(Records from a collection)
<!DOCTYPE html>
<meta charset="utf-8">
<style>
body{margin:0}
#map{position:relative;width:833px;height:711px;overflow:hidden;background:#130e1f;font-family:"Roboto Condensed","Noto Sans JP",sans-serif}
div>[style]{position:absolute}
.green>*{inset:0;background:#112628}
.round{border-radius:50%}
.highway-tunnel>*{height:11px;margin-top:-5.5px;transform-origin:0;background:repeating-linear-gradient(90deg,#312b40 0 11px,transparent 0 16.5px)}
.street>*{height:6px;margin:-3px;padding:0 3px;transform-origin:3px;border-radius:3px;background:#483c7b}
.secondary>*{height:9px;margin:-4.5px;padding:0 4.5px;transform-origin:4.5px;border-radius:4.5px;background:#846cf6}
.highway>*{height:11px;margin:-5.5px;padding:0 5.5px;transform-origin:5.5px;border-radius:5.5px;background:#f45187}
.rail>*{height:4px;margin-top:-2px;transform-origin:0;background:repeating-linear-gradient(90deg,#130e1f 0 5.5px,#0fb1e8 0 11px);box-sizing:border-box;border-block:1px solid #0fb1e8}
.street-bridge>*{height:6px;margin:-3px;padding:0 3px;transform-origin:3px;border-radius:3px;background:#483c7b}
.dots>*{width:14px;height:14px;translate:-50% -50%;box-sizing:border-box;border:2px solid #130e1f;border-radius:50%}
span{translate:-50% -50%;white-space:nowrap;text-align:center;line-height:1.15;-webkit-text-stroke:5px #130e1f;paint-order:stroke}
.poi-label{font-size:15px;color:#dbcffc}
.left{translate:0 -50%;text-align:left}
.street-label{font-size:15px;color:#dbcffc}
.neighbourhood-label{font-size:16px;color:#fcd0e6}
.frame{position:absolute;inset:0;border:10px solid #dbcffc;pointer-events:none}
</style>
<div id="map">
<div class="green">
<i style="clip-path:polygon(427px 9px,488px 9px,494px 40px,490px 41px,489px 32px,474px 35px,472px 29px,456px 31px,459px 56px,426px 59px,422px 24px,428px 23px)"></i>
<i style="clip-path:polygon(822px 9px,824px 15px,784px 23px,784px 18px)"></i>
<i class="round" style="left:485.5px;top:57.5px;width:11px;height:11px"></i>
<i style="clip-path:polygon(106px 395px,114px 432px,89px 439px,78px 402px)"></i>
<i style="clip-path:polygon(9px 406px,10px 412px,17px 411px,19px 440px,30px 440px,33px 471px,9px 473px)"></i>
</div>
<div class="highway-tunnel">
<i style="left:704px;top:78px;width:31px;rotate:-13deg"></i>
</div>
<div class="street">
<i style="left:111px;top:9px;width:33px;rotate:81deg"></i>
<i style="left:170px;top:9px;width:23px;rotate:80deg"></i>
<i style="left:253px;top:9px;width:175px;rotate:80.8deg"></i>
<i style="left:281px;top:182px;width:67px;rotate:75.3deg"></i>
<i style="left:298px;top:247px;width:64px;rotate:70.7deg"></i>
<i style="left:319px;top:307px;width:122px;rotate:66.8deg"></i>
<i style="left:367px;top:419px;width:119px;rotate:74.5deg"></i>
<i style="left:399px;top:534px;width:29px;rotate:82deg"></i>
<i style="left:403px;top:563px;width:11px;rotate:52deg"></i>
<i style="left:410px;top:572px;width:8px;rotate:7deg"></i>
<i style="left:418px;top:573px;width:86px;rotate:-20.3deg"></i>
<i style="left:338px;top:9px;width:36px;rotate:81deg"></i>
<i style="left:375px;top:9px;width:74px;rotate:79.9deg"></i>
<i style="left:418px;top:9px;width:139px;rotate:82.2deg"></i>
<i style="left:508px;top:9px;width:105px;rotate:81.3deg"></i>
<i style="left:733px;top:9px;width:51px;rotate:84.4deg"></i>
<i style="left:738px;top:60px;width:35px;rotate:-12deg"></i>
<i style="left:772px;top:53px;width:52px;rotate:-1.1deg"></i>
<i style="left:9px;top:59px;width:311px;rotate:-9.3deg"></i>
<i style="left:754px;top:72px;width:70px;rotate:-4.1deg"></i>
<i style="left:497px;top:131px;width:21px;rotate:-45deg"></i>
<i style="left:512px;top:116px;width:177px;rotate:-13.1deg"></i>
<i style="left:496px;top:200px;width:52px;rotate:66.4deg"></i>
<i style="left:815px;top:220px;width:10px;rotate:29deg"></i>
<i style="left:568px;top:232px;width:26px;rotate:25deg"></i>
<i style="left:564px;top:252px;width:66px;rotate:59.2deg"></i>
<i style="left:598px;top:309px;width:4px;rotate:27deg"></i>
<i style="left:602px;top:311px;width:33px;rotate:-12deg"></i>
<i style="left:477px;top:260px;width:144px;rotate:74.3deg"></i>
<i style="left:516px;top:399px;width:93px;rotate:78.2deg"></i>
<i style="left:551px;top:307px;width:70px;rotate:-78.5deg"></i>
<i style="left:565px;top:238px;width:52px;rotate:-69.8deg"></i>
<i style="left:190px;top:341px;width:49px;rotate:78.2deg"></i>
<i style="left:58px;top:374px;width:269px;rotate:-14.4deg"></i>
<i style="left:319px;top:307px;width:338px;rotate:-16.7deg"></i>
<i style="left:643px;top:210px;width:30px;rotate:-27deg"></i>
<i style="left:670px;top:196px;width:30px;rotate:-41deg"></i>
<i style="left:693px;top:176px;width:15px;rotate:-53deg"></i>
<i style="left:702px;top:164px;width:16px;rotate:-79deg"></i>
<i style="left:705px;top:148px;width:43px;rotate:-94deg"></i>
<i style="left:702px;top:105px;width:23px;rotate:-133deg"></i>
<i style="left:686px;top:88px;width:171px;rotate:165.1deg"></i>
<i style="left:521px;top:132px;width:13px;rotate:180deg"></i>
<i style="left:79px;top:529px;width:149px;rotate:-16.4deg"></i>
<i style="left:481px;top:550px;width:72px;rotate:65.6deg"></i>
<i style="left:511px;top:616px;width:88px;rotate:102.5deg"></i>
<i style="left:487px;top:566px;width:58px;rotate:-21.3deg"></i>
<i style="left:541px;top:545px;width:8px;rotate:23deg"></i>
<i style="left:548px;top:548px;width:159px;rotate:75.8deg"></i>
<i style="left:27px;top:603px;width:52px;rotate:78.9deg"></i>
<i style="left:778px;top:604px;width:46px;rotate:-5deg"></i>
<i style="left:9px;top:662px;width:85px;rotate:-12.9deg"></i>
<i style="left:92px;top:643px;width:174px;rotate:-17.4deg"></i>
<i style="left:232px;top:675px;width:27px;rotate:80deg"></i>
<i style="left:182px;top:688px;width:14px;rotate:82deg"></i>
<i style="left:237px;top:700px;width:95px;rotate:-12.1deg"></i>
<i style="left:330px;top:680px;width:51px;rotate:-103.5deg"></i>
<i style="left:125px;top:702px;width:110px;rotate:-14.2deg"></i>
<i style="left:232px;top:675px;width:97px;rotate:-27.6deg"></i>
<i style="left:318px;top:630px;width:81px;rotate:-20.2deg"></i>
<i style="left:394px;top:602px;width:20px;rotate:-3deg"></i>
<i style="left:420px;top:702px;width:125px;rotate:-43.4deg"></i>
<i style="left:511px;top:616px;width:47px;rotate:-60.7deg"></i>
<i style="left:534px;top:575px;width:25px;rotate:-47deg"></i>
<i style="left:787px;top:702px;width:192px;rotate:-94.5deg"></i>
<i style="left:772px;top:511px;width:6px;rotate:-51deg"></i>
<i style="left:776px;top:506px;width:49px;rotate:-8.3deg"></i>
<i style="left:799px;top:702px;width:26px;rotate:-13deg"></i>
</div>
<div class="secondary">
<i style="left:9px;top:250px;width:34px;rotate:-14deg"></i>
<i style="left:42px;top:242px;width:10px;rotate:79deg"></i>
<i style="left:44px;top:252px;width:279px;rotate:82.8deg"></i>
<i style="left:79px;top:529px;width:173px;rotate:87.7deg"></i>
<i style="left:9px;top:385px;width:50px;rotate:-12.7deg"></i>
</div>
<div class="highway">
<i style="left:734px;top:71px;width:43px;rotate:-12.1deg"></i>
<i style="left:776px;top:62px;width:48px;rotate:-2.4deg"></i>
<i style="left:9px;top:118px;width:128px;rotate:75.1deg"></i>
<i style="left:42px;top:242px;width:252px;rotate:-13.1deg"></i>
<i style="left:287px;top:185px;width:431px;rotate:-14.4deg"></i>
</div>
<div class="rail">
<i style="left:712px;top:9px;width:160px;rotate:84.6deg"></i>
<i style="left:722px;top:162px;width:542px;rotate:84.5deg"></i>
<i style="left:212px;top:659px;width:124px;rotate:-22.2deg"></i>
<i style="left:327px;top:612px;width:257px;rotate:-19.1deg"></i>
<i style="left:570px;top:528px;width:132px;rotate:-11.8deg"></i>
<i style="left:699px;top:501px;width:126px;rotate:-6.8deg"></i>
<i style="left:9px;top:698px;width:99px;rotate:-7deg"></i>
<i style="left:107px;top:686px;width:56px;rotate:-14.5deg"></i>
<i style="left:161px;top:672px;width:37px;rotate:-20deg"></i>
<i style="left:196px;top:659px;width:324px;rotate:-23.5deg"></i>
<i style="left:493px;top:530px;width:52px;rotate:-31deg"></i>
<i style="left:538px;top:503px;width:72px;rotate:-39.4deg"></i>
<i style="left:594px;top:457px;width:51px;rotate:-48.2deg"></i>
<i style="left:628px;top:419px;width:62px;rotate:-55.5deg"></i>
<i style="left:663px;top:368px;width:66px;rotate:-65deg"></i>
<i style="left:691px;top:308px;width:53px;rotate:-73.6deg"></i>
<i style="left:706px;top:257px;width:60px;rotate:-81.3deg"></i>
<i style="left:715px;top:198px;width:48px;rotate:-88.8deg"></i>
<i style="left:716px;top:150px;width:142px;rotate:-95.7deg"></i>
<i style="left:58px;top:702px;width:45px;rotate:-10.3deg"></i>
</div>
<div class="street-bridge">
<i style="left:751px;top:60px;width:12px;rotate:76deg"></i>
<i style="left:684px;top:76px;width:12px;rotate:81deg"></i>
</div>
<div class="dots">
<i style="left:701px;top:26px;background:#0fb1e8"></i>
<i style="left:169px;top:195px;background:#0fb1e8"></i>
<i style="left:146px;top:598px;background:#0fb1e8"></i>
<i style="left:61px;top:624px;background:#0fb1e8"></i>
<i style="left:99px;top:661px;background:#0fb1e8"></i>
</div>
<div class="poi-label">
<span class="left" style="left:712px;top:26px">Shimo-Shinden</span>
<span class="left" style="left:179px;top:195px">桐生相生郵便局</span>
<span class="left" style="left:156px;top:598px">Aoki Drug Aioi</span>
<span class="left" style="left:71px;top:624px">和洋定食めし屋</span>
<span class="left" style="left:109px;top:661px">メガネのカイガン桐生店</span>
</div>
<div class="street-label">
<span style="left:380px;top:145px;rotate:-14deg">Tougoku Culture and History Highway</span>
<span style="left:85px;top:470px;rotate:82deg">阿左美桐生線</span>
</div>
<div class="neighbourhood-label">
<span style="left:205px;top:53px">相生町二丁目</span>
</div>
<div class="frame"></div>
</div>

- **THE TASK**: From the line holding "and History Highway</span>" through the last line above, reproduce each line exactly and add nothing.

- **PROBLEM SOLUTION**:
<span style="left:380px;top:145px;rotate:-14deg">Tougoku Culture and History Highway</span>
<span style="left:85px;top:470px;rotate:82deg">阿左美桐生線</span>
</div>
<div class="neighbourhood-label">
<span style="left:205px;top:53px">相生町二丁目</span>
</div>
<div class="frame"></div>
</div>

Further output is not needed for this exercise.